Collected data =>
=== Section Start ===
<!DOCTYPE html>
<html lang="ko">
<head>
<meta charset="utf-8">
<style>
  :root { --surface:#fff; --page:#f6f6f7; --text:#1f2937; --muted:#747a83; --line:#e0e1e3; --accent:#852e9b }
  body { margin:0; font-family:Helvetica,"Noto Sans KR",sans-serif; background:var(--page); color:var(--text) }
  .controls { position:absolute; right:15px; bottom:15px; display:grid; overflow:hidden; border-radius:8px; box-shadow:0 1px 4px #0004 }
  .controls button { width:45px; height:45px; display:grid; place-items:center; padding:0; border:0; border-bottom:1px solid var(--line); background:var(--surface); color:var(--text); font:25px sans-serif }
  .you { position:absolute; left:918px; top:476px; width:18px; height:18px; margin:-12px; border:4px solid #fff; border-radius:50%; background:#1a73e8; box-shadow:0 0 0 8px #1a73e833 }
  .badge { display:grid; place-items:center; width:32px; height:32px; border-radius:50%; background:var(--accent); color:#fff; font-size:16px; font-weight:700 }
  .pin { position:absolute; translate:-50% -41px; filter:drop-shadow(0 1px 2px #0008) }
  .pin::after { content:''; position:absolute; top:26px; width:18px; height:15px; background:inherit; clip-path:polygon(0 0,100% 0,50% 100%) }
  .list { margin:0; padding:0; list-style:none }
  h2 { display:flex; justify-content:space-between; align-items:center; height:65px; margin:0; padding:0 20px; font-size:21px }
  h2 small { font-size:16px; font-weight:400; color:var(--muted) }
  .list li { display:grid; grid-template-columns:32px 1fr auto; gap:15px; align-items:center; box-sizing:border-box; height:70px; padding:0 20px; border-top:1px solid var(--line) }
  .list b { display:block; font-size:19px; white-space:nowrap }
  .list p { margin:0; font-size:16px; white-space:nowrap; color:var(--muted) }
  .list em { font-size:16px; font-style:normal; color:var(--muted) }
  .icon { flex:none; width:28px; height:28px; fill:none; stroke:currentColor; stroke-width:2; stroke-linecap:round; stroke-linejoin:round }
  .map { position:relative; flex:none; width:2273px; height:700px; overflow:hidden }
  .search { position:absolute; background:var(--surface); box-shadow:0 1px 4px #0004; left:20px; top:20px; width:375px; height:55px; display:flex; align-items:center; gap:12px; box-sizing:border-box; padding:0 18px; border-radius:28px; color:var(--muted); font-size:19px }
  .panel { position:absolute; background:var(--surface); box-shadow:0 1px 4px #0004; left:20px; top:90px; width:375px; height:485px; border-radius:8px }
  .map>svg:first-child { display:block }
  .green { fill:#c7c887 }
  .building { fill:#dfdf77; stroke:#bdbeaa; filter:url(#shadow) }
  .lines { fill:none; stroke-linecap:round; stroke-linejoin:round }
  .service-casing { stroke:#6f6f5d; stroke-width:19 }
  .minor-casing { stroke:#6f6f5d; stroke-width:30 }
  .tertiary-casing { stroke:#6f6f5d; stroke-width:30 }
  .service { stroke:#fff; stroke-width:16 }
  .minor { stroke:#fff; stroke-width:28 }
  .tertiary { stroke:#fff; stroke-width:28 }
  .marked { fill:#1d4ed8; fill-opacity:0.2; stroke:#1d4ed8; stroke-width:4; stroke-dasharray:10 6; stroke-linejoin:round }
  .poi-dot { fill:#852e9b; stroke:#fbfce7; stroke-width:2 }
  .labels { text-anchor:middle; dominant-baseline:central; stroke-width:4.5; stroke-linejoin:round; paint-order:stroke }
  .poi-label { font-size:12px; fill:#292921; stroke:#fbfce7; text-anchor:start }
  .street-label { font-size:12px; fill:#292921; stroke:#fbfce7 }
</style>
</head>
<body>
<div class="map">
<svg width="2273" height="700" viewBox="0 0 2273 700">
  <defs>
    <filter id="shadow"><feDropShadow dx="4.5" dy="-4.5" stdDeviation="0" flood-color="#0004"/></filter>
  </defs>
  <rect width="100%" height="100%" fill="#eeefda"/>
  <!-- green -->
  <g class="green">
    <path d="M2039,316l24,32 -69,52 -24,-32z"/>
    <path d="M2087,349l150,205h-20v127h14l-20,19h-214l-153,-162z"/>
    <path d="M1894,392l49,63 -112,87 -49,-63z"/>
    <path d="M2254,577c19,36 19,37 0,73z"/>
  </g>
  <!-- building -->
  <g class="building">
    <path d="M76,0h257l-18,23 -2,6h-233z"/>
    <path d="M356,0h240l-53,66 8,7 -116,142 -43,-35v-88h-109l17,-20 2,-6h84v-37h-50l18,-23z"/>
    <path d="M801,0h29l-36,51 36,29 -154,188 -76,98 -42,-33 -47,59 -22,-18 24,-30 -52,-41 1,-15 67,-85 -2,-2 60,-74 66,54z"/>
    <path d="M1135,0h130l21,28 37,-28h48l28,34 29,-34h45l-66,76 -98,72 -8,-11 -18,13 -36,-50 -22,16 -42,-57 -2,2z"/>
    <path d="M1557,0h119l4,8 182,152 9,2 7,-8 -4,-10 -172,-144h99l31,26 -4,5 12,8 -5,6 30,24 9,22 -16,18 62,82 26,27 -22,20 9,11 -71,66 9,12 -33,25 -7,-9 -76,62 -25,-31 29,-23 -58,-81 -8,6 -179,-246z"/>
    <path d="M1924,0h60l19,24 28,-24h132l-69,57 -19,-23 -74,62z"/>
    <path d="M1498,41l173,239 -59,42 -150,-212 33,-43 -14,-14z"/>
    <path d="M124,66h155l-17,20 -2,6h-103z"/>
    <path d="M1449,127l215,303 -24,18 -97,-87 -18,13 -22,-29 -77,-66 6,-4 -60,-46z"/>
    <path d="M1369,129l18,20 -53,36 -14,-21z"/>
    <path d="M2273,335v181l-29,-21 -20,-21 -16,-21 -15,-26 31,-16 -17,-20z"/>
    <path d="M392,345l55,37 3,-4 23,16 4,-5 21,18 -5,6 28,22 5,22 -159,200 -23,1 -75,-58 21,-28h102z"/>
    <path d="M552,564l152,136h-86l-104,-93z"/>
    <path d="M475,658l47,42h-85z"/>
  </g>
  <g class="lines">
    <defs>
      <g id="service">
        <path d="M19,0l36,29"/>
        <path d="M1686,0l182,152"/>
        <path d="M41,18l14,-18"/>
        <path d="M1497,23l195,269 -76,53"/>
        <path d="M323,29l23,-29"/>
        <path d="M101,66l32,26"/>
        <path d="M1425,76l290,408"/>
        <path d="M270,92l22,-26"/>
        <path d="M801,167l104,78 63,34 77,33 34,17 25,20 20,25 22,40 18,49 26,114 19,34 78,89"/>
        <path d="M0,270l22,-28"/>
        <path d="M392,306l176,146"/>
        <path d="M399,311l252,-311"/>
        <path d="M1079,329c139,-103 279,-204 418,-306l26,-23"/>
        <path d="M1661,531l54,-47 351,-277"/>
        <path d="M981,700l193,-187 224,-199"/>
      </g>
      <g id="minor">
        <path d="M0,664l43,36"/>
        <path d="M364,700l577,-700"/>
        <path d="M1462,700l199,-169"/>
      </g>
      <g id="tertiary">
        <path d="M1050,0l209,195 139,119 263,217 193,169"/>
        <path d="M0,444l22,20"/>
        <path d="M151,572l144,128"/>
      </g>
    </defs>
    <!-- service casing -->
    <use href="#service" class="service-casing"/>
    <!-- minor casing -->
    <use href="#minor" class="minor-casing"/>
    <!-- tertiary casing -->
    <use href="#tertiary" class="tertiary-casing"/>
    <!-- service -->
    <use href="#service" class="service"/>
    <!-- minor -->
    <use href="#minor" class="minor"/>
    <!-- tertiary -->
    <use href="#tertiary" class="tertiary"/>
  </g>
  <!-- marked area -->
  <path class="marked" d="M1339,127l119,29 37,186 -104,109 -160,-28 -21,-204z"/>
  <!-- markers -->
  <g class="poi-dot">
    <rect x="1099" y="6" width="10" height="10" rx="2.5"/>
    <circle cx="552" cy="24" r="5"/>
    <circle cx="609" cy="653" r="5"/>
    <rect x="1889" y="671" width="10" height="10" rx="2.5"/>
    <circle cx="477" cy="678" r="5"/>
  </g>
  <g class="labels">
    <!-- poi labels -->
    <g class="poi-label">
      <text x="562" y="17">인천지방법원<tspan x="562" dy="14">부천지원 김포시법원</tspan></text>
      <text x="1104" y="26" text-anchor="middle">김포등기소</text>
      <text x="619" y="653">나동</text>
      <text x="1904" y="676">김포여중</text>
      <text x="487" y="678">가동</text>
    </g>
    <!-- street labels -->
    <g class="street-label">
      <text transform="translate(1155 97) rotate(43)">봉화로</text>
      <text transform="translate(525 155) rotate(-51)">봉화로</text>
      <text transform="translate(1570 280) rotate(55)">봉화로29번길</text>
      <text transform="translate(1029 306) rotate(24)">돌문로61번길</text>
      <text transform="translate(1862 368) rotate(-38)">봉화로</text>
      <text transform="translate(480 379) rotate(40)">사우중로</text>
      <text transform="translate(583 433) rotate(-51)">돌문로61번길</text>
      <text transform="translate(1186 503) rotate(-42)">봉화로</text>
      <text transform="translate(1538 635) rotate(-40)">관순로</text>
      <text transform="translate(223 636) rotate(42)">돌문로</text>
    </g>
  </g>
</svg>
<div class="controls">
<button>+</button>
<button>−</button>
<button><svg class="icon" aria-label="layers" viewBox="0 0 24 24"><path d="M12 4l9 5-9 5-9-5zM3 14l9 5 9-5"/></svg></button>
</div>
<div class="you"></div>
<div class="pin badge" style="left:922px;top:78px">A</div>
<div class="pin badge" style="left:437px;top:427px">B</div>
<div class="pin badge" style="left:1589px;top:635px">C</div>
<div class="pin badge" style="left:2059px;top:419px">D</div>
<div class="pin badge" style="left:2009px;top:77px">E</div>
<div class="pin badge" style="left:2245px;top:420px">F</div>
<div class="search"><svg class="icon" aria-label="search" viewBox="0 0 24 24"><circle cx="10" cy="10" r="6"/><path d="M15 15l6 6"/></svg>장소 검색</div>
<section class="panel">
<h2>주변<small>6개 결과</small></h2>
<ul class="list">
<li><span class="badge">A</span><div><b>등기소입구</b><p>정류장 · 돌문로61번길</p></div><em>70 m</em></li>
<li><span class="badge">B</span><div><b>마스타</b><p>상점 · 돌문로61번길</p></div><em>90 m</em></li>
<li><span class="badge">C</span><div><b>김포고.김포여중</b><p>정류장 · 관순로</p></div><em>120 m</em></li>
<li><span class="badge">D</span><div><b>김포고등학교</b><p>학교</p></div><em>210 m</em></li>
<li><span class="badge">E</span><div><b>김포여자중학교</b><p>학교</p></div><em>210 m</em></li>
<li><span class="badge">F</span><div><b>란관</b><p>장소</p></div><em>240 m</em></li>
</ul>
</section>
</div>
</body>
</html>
=== Section End ===
ACTION ITEM =>
Beginning with the very first line of the records above, please retype each line through the one that has "margin:0; padding:0; list-style:none", and add nothing.

WRITTEN RESPONSE =>
<!DOCTYPE html>
<html lang="ko">
<head>
<meta charset="utf-8">
<style>
  :root { --surface:#fff; --page:#f6f6f7; --text:#1f2937; --muted:#747a83; --line:#e0e1e3; --accent:#852e9b }
  body { margin:0; font-family:Helvetica,"Noto Sans KR",sans-serif; background:var(--page); color:var(--text) }
  .controls { position:absolute; right:15px; bottom:15px; display:grid; overflow:hidden; border-radius:8px; box-shadow:0 1px 4px #0004 }
  .controls button { width:45px; height:45px; display:grid; place-items:center; padding:0; border:0; border-bottom:1px solid var(--line); background:var(--surface); color:var(--text); font:25px sans-serif }
  .you { position:absolute; left:918px; top:476px; width:18px; height:18px; margin:-12px; border:4px solid #fff; border-radius:50%; background:#1a73e8; box-shadow:0 0 0 8px #1a73e833 }
  .badge { display:grid; place-items:center; width:32px; height:32px; border-radius:50%; background:var(--accent); color:#fff; font-size:16px; font-weight:700 }
  .pin { position:absolute; translate:-50% -41px; filter:drop-shadow(0 1px 2px #0008) }
  .pin::after { content:''; position:absolute; top:26px; width:18px; height:15px; background:inherit; clip-path:polygon(0 0,100% 0,50% 100%) }
  .list { margin:0; padding:0; list-style:none }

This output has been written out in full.